BTW whats the max VRAM/iGPU memory of the mobo..


----------



## tkin (Jul 10, 2011)

Faun posted two different pics, the first pic is for if you want to use onboard graphic card, in that case you don't need to use virtu.

The second pic is for using a separate graphic card, in that case you can use virtu, first you have to install both intel graphic card driver and nvidia/ati graphic card driver, then install virtu.


----------



## fukra (Jul 11, 2011)

i have enable the igpu but the install error not gone from where can i download intel sandbridge graphics driver


----------



## Faun (Jul 11, 2011)

fukra said:


> i have enable the igpu but the install error not gone from where can i download intel sandbridge graphics driver





tkin said:


> Faun posted two different pics, the first pic is for if you want to use onboard graphic card, in that case you don't need to use virtu.
> 
> The second pic is for using a separate graphic card, in that case you can use virtu, *first you have to install both intel graphic card driver and nvidia/ati graphic card driver*, then install virtu.

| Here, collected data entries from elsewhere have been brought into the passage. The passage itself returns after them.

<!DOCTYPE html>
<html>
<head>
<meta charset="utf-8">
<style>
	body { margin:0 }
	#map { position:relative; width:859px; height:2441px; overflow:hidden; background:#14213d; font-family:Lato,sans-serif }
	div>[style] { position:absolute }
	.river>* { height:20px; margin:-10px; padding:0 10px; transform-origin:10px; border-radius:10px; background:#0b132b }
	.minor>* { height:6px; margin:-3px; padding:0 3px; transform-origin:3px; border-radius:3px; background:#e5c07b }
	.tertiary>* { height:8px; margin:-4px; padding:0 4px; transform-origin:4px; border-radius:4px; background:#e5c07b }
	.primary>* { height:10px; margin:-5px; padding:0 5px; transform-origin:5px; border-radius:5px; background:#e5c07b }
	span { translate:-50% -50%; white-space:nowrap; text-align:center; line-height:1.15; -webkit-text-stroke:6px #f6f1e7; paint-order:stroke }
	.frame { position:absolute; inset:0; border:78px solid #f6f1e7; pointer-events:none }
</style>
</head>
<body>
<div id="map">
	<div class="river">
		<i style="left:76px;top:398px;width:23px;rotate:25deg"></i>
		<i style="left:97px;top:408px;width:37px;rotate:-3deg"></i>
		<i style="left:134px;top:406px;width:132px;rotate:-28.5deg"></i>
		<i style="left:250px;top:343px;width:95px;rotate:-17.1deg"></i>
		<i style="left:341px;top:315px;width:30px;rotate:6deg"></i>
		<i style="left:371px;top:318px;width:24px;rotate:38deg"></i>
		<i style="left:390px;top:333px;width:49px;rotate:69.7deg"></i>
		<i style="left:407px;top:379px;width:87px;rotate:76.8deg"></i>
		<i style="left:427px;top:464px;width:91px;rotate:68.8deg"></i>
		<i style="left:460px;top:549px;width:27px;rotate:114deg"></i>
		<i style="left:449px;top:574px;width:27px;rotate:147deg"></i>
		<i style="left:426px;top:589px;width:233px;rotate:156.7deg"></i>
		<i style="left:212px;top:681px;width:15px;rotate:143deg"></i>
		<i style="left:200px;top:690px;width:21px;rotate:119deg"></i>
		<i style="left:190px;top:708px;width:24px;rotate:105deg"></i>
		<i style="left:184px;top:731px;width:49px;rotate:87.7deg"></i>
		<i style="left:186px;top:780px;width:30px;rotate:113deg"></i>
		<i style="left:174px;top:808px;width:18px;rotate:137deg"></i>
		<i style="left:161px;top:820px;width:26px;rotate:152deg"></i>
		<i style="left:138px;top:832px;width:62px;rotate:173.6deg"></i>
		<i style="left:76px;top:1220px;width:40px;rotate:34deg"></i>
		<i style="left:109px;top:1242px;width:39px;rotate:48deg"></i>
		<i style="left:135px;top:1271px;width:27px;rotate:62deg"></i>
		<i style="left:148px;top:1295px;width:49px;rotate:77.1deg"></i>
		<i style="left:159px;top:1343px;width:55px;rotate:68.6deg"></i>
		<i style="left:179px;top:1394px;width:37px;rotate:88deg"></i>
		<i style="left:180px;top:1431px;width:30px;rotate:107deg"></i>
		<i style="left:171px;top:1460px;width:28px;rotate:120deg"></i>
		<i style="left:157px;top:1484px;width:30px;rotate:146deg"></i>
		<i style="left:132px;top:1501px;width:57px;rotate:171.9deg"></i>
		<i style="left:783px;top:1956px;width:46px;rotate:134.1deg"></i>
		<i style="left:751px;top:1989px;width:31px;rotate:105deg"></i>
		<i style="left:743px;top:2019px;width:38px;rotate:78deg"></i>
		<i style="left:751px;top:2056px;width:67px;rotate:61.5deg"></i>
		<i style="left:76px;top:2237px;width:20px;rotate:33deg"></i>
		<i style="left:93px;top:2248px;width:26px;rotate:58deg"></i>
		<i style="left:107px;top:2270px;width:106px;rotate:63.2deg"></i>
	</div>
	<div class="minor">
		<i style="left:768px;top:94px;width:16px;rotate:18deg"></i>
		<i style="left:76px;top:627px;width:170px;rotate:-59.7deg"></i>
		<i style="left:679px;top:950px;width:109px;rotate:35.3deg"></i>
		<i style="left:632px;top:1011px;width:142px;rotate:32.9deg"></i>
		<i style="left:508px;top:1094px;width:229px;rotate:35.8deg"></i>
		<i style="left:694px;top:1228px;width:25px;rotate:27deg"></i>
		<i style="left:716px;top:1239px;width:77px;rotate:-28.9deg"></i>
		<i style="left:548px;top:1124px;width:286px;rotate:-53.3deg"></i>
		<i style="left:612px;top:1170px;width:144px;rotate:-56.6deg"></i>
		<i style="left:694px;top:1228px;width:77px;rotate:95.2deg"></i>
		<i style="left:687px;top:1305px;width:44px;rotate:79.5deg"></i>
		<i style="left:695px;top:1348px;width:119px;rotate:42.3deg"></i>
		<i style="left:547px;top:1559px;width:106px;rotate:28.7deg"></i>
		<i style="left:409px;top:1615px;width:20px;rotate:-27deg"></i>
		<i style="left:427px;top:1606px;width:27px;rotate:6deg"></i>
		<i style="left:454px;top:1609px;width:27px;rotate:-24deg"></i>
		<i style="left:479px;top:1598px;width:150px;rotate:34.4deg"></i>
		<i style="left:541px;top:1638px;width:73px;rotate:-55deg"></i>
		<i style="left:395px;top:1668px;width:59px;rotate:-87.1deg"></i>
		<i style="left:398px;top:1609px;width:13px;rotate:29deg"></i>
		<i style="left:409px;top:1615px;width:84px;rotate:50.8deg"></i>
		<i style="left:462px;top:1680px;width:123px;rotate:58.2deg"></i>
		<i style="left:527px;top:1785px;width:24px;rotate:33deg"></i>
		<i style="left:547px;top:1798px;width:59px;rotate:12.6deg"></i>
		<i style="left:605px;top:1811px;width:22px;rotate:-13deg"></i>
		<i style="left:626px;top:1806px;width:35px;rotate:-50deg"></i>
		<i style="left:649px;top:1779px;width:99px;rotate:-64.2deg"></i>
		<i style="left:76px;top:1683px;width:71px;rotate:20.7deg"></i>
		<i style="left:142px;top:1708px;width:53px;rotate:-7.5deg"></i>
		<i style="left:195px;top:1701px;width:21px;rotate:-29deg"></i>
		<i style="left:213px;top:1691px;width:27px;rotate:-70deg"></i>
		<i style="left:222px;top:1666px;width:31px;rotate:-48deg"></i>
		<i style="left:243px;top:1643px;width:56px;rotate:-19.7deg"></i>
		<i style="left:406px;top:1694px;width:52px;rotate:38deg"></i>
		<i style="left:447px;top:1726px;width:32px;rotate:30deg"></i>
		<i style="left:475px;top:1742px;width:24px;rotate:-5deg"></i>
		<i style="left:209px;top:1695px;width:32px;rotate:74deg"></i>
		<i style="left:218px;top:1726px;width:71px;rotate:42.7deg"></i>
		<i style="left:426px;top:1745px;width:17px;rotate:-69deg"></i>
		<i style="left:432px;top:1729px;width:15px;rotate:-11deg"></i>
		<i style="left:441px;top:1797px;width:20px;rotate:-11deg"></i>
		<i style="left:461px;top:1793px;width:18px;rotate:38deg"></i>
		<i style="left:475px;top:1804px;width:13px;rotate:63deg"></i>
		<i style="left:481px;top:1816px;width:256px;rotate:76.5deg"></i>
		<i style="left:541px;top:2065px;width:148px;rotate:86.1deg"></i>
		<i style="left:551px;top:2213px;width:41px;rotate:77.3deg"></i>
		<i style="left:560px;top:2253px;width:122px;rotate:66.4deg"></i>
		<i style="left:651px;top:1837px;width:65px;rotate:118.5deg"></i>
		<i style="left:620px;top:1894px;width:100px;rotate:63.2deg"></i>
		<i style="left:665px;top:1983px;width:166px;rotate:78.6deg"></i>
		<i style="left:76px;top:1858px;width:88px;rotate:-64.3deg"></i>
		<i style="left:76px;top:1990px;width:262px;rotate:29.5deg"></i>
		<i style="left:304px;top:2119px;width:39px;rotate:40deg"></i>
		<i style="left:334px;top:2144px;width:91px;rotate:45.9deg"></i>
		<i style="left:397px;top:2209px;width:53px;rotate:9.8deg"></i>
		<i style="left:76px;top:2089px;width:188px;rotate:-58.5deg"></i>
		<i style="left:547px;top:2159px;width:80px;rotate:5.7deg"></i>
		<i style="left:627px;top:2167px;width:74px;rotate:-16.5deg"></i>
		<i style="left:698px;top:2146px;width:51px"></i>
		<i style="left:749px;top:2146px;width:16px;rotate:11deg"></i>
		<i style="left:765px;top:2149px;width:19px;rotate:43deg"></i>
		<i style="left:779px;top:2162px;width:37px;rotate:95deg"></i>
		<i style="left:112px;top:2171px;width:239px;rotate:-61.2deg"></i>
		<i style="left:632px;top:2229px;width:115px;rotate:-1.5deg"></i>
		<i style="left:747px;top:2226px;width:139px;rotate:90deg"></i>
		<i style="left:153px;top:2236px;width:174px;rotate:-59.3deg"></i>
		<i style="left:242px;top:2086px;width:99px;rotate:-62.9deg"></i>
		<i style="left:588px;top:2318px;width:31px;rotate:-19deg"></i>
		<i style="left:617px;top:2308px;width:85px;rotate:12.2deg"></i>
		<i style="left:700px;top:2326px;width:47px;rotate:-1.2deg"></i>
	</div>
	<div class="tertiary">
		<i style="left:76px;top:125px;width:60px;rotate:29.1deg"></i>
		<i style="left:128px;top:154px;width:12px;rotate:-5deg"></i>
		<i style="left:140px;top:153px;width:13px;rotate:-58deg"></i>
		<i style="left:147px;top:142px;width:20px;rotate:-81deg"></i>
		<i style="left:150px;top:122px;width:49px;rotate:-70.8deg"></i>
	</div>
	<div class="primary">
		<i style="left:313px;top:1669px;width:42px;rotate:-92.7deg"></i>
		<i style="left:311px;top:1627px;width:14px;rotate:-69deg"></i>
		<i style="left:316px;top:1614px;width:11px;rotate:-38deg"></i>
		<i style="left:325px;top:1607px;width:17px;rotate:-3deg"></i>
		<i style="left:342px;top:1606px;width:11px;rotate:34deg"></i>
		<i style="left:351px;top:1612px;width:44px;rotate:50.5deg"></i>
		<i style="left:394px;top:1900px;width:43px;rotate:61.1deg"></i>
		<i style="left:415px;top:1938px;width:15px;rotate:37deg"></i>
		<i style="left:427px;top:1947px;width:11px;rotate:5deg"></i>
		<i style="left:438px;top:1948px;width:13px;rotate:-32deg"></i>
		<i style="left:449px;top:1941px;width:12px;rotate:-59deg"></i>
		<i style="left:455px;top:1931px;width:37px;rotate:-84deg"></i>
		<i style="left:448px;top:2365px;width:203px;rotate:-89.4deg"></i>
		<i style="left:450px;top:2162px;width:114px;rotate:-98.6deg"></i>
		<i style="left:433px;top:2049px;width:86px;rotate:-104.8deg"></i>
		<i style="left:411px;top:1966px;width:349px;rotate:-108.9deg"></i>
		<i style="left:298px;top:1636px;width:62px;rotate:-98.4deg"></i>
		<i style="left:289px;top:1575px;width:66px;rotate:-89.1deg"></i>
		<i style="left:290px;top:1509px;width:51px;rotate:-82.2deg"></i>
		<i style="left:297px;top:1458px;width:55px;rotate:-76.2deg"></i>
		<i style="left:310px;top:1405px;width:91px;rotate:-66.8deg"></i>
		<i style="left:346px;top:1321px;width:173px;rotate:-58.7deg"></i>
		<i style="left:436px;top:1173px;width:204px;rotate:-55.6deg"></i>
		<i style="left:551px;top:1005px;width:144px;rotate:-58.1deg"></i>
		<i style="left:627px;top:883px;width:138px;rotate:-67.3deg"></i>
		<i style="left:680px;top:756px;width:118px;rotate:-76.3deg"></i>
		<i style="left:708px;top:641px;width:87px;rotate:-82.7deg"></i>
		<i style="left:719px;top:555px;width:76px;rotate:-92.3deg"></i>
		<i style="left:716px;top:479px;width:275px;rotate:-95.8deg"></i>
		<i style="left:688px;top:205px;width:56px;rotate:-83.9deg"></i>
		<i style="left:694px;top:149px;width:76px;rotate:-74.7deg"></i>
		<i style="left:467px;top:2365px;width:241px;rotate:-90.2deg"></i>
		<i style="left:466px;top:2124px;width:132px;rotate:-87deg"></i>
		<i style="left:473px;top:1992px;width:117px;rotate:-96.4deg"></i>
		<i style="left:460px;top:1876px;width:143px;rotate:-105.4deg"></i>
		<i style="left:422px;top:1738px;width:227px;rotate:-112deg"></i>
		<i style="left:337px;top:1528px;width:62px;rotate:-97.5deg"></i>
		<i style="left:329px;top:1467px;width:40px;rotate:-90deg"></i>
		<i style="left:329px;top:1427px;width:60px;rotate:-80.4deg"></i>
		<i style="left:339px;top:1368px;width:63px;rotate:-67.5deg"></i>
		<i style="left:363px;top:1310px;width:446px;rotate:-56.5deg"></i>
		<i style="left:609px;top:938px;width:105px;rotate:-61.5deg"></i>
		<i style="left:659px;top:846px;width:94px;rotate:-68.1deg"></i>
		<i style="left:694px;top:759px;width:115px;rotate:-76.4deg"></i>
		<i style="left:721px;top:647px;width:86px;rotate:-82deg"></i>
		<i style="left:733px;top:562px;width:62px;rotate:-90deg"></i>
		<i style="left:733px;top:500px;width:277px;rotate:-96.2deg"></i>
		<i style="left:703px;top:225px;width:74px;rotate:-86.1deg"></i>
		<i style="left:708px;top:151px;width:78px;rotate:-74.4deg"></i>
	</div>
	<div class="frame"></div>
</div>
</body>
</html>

Please see tkin's reply in bold.



saswat23 said:


> yes, to install and use lucid virtu you have to enable thee igpu, else whats the use lucid virtu.
> Btw whats the max vram/igpu memory of the mobo..



64mb iirc.


----------



## fukra (Jul 12, 2011)

thanks guys prob. solved but i have another ques 
i have corsair venganance 1600mhz 4 gb ram but  it run at 1300 mhz why?


----------



## tkin (Jul 12, 2011)

fukra said:


> thanks guys prob. solved but i have another ques
> i have corsair venganance 1600mhz 4 gb ram but  it run at 1300 mhz why?


From BIOS, select XMP in auto tuner settings.


----------



## fukra (Jul 12, 2011)

thanks tkin genius 
i wanna ask u another prob .
when i start up my pc my bios show cpu temp 65 c but al suite and other software show temp around 45 c


----------



## tkin (Jul 13, 2011)

fukra said:


> thanks tkin genius
> i wanna ask u another prob .
> when i start up my pc my bios show cpu temp 65 c but al suite and other software show temp around 45 c


When in bios no power saving tech is applied, so processor runs at full clock speed, also bios puts some load on the processor as well, hence the high temp.

In windows, the temp you see is idle, the processor downclocks to 1.8Ghz and hence the low temps, everything is normal.


----------